• **BRIEF**:
Print out each record below, unaltered and complete, without its images.

═══ RAW DATA

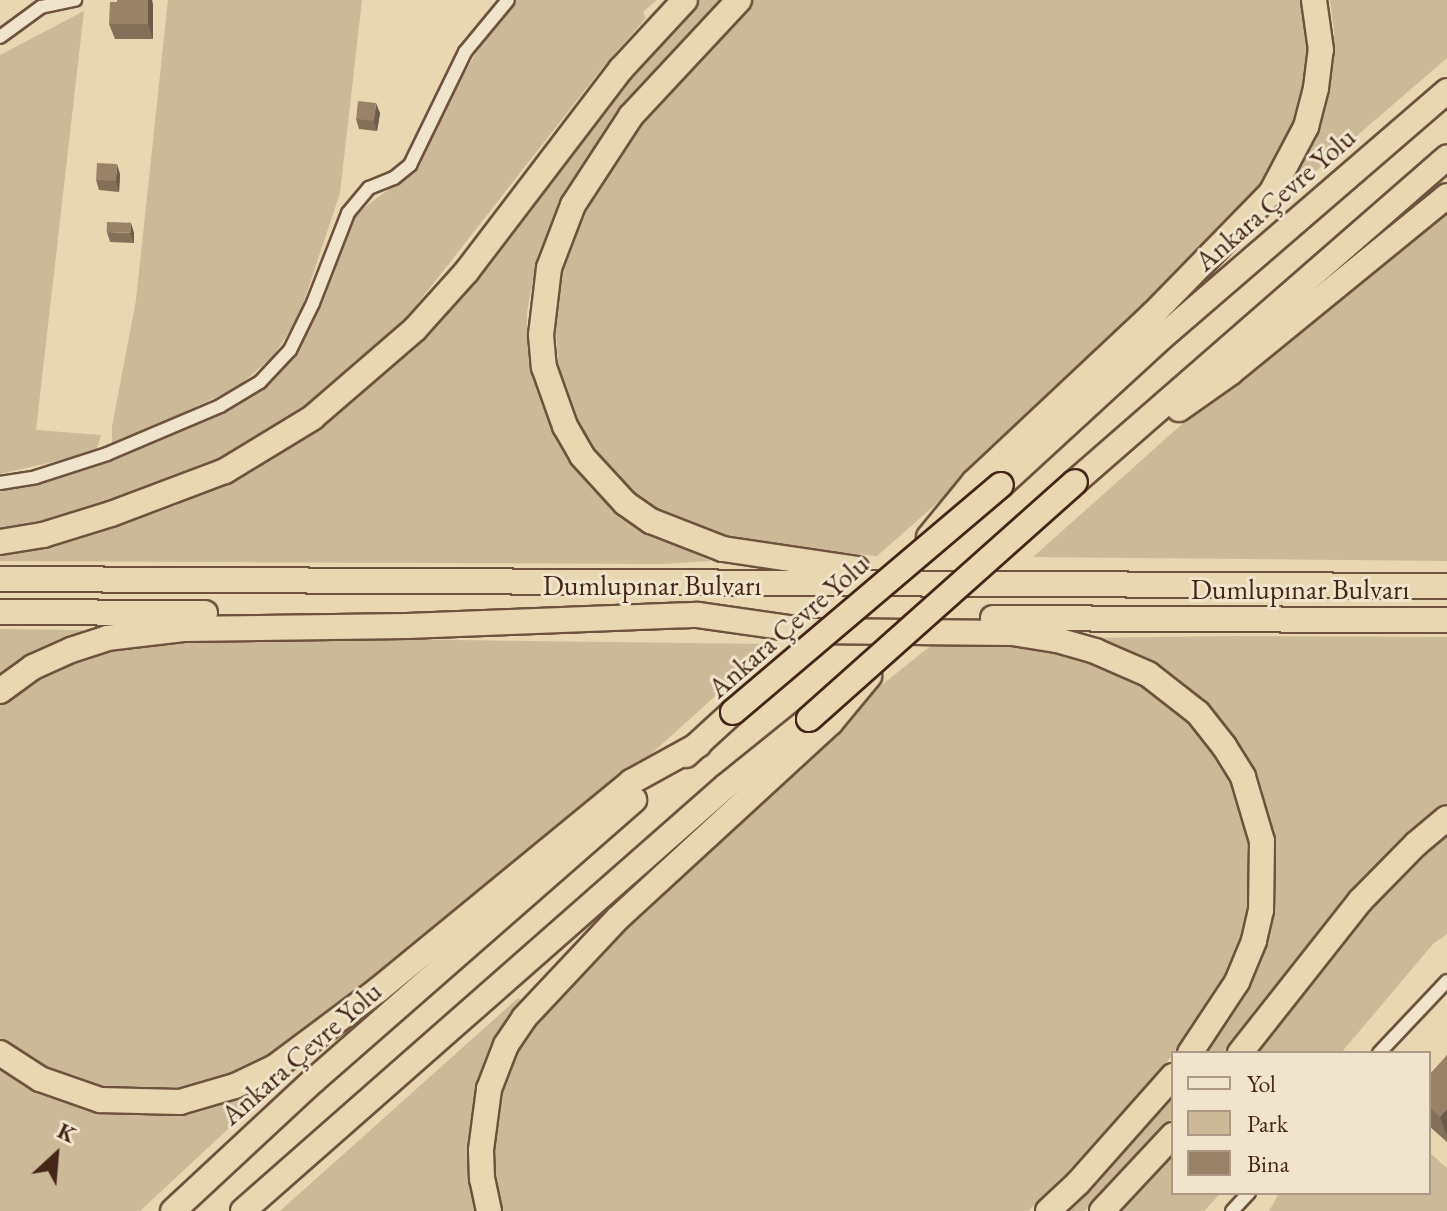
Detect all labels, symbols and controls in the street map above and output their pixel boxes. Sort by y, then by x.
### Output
street label: Ankara Çevre Yolu [1188,120,1362,278]
street label: Ankara Çevre Yolu [701,547,875,705]
street label: Dumlupınar Bulvarı [543,568,761,602]
street label: Dumlupınar Bulvarı [1191,572,1409,606]
street label: Ankara Çevre Yolu [214,974,388,1132]
legend [1171,1051,1431,1195]
text: Yol [1247,1068,1276,1099]
text: Park [1247,1108,1288,1139]
north arrow [16,1115,96,1195]
text: K [53,1116,81,1150]
text: Bina [1247,1148,1289,1179]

══════

• **ANSWER SECTION**:
Detect all labels, symbols and controls in the street map above and output their pixel boxes. Sort by y, then by x.
### Output
street label: Ankara Çevre Yolu [1188,120,1362,278]
street label: Ankara Çevre Yolu [701,547,875,705]
street label: Dumlupınar Bulvarı [543,568,761,602]
street label: Dumlupınar Bulvarı [1191,572,1409,606]
street label: Ankara Çevre Yolu [214,974,388,1132]
legend [1171,1051,1431,1195]
text: Yol [1247,1068,1276,1099]
text: Park [1247,1108,1288,1139]
north arrow [16,1115,96,1195]
text: K [53,1116,81,1150]
text: Bina [1247,1148,1289,1179]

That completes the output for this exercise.